Items from a dataset:
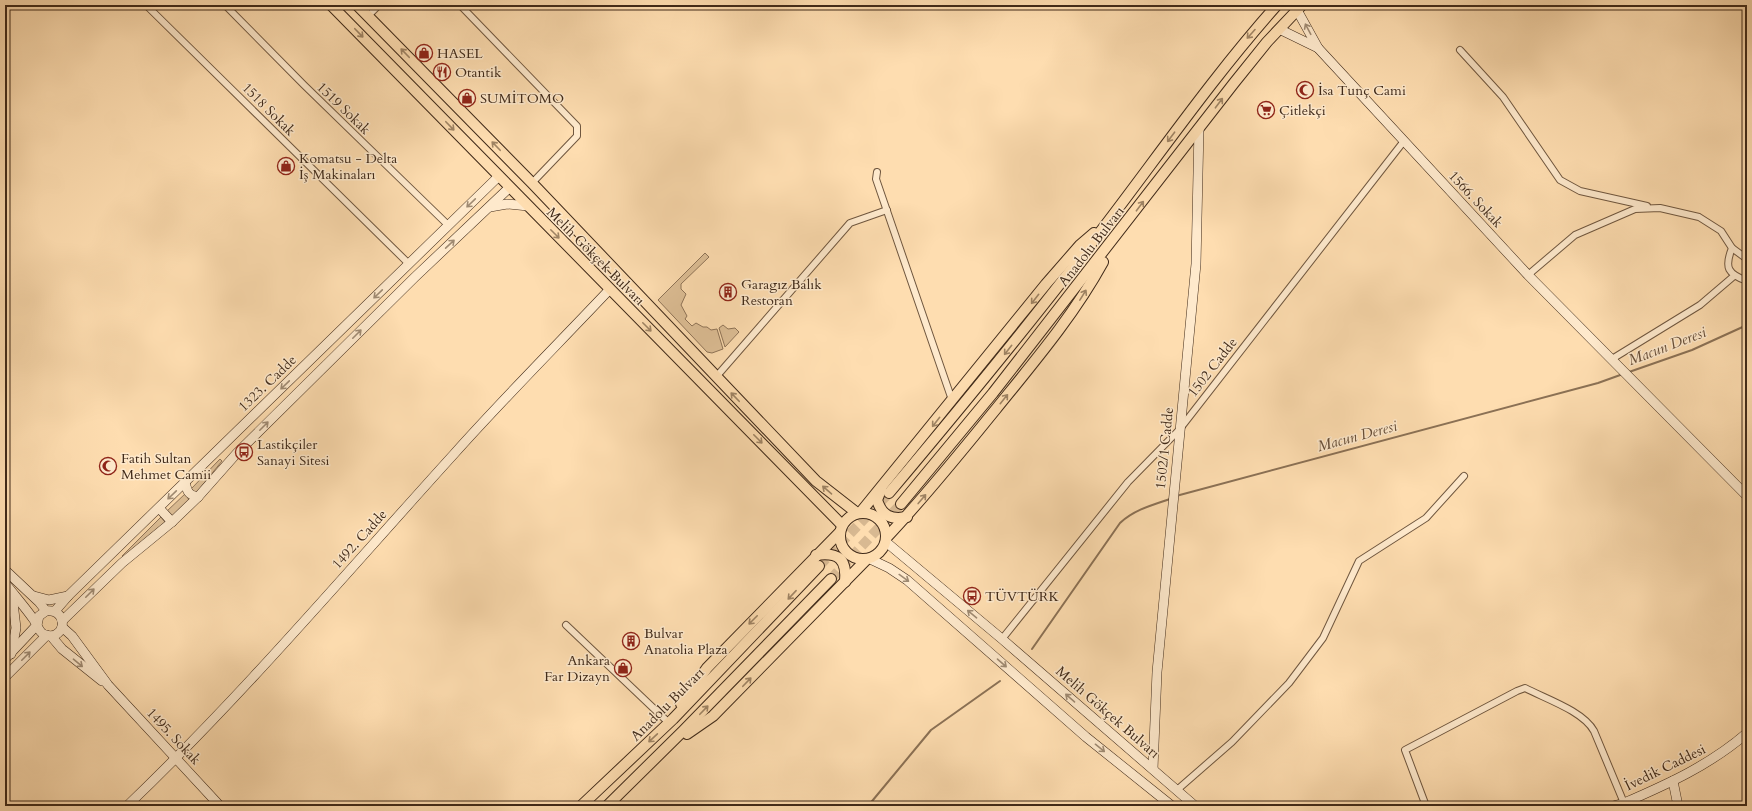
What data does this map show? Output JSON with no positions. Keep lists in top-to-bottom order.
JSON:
{
  "streets": {
    "main road": ["Anadolu Bulvarı", "Melih Gökçek Bulvarı"],
    "street": [
      "1519 Sokak",
      "1518 Sokak",
      "1566. Sokak",
      "1502 Cadde",
      "1323. Cadde",
      "1502/1 Cadde",
      "1492. Cadde",
      "1495. Sokak",
      "İvedik Caddesi"
    ]
  },
  "crossings": [
    ["1519 Sokak", "1323. Cadde"],
    ["1518 Sokak", "1323. Cadde"],
    ["1566. Sokak", "1502 Cadde"],
    ["Anadolu Bulvarı", "1502/1 Cadde"],
    ["Melih Gökçek Bulvarı", "1502 Cadde"],
    ["Melih Gökçek Bulvarı", "1323. Cadde"],
    ["Melih Gökçek Bulvarı", "1502/1 Cadde"],
    ["Melih Gökçek Bulvarı", "1492. Cadde"],
    ["1502 Cadde", "1502/1 Cadde"],
    ["1323. Cadde", "1495. Sokak"],
    ["1492. Cadde", "1495. Sokak"]
  ],
  "water": ["Macun Deresi"],
  "places": {
    "shop": [
      "HASEL",
      "SUMİTOMO",
      "Komatsu - Delta İş Makinaları",
      "Ankara Far Dizayn"
    ],
    "restaurant": ["Otantik"],
    "mosque": ["İsa Tunç Cami", "Fatih Sultan Mehmet Camii"],
    "supermarket": ["Çitlekçi"],
    "building": ["Garagız Balık Restoran", "Bulvar Anatolia Plaza"],
    "bus stop": ["Lastikçiler Sanayi Sitesi", "TÜVTÜRK"]
  }
}
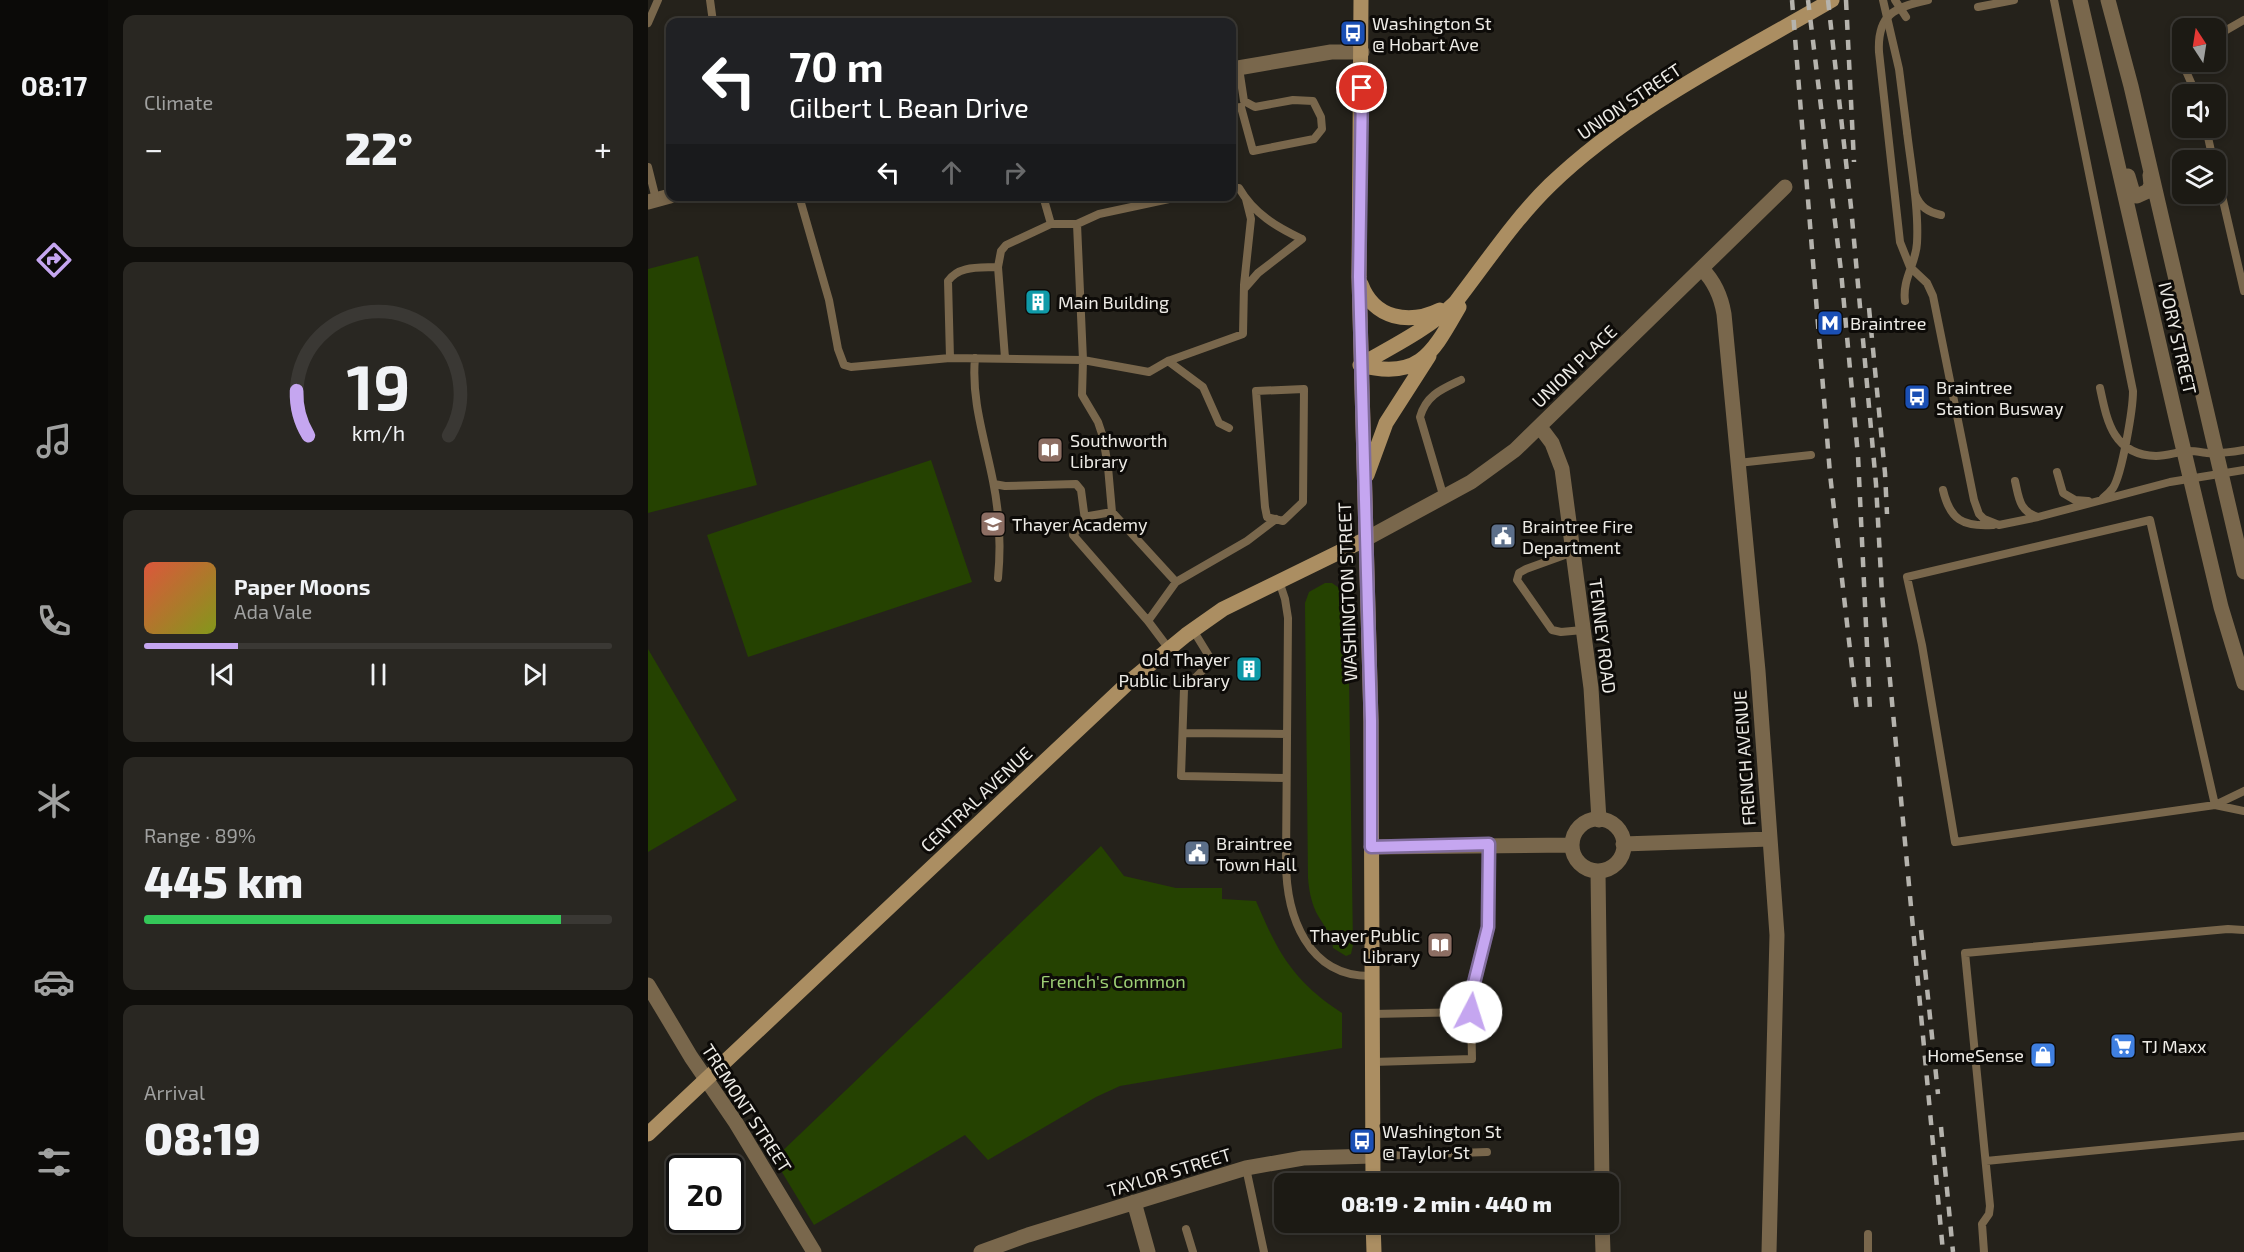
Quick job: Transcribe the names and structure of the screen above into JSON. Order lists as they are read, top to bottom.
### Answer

What the task asks
Set down the entries above exactly; no pictures belong in the copy.

Solution to this problem
What data does this map show? Output JSON with no positions. Keep lists in top-to-bottom order.
JSON:
{
  "streets": {
    "main road": ["Anadolu Bulvarı", "Melih Gökçek Bulvarı"],
    "street": [
      "1519 Sokak",
      "1518 Sokak",
      "1566. Sokak",
      "1502 Cadde",
      "1323. Cadde",
      "1502/1 Cadde",
      "1492. Cadde",
      "1495. Sokak",
      "İvedik Caddesi"
    ]
  },
  "crossings": [
    ["1519 Sokak", "1323. Cadde"],
    ["1518 Sokak", "1323. Cadde"],
    ["1566. Sokak", "1502 Cadde"],
    ["Anadolu Bulvarı", "1502/1 Cadde"],
    ["Melih Gökçek Bulvarı", "1502 Cadde"],
    ["Melih Gökçek Bulvarı", "1323. Cadde"],
    ["Melih Gökçek Bulvarı", "1502/1 Cadde"],
    ["Melih Gökçek Bulvarı", "1492. Cadde"],
    ["1502 Cadde", "1502/1 Cadde"],
    ["1323. Cadde", "1495. Sokak"],
    ["1492. Cadde", "1495. Sokak"]
  ],
  "water": ["Macun Deresi"],
  "places": {
    "shop": [
      "HASEL",
      "SUMİTOMO",
      "Komatsu - Delta İş Makinaları",
      "Ankara Far Dizayn"
    ],
    "restaurant": ["Otantik"],
    "mosque": ["İsa Tunç Cami", "Fatih Sultan Mehmet Camii"],
    "supermarket": ["Çitlekçi"],
    "building": ["Garagız Balık Restoran", "Bulvar Anatolia Plaza"],
    "bus stop": ["Lastikçiler Sanayi Sitesi", "TÜVTÜRK"]
  }
}
Quick job: Transcribe the names and structure of the screen above into JSON. Order lists as they are read, top to bottom.
### Answer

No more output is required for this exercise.